You can use following env-variables:

- LOGGING_YML_FILE, path to logging.yml, e.g  /opt/miniconda/envs/libranet/etc/logging.yml
- LOG_DIR, path to log-directory where logfiles will be created, /var/tmp/python
- PYTHON_ENABLE_LOGGING_TREE  1|0

optional env-vars: - LOGLEVEL_ROOT - LOGLEVEL_libranet_logging - LOG_HANDLERS=”console|debug_file|info_file|warning_file|error_file”

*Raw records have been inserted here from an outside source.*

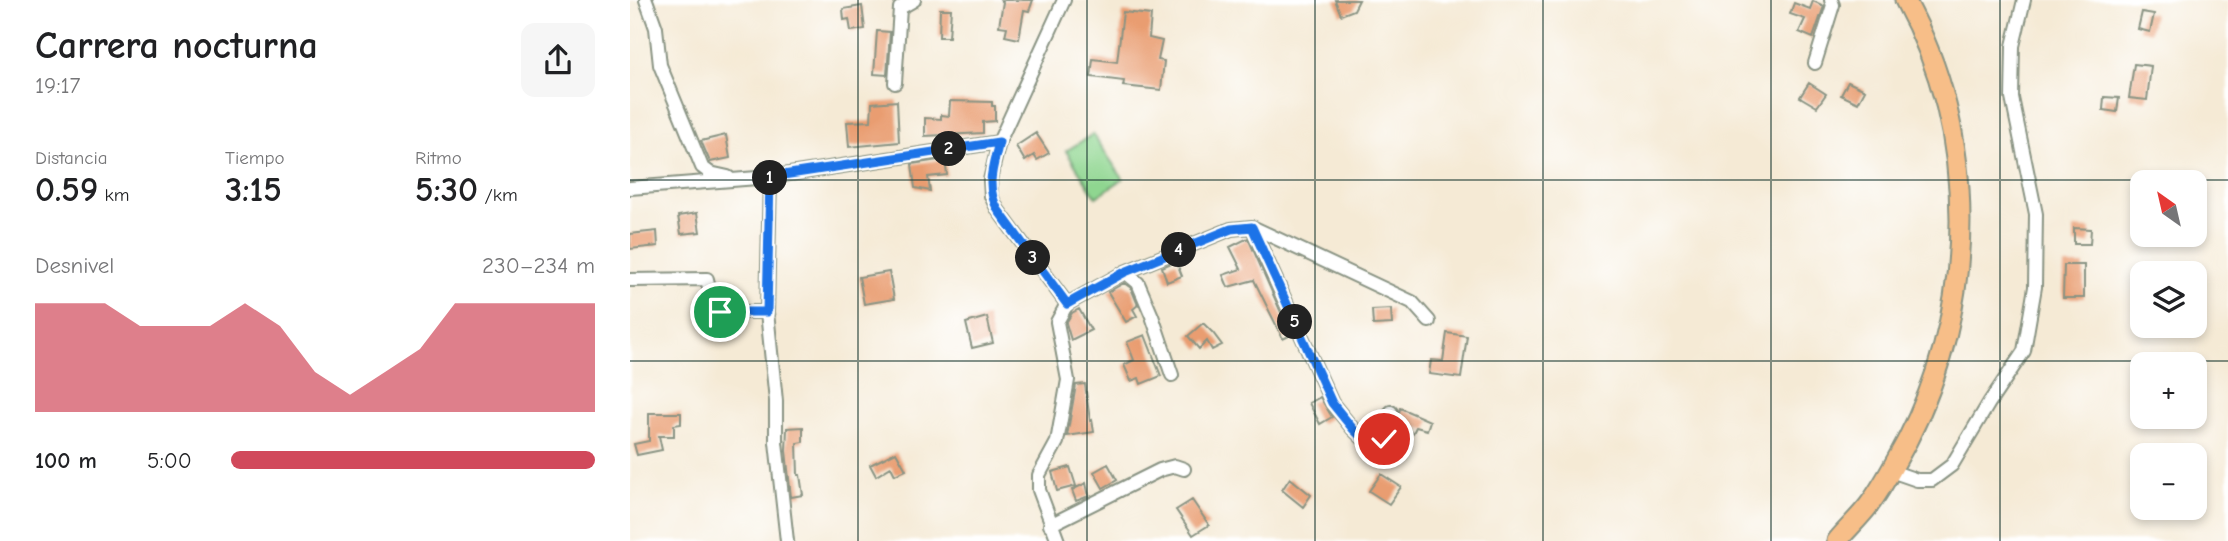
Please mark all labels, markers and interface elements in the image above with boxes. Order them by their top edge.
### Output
button: share [521,23,595,97]
text: Carrera nocturna [35,24,318,68]
text: 19:17 [35,72,80,99]
pin: 2 [932,132,966,166]
text: 2 [944,137,953,159]
text: Distancia [35,147,108,169]
text: Tiempo [225,147,285,169]
text: Ritmo [415,147,462,169]
pin: 1 [752,160,788,196]
text: 1 [766,166,773,188]
text: 0.59 [35,169,98,210]
text: 3:15 [225,169,282,210]
text: 5:30 [415,169,478,210]
north arrow [2130,170,2207,247]
map controls [2130,170,2207,520]
text: km [98,184,130,206]
text: /km [478,184,518,206]
pin: 4 [1162,232,1196,268]
text: 4 [1174,238,1183,260]
pin: 3 [1016,240,1050,276]
text: 3 [1028,246,1037,268]
text: Desnivel [35,252,114,279]
text: 230–234 m [482,252,595,279]
button: layers [2130,261,2207,338]
pin [690,282,750,342]
icon: arrive [701,293,739,331]
pin: 5 [1278,304,1312,340]
text: 5 [1289,310,1300,332]
button: + [2130,352,2207,429]
pin [1354,409,1414,469]
icon: check [1365,420,1403,458]
button: − [2130,443,2207,520]
text: 100 m [35,447,97,474]
text: 5:00 [147,447,192,474]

If missing, these default to DEBUG

In your code

To initialize the logging-infrastructure and set-up all configured loggers, handlers, formatters and filters:

  > import libranet_logging
  > libranet_logging.initialize()
    2018/06/01 10:00:00 - root - DEBUG   - Logging configured from <path-to>/logging.yml

You do this once in your application, in the function that starts execution, not at the top of your module.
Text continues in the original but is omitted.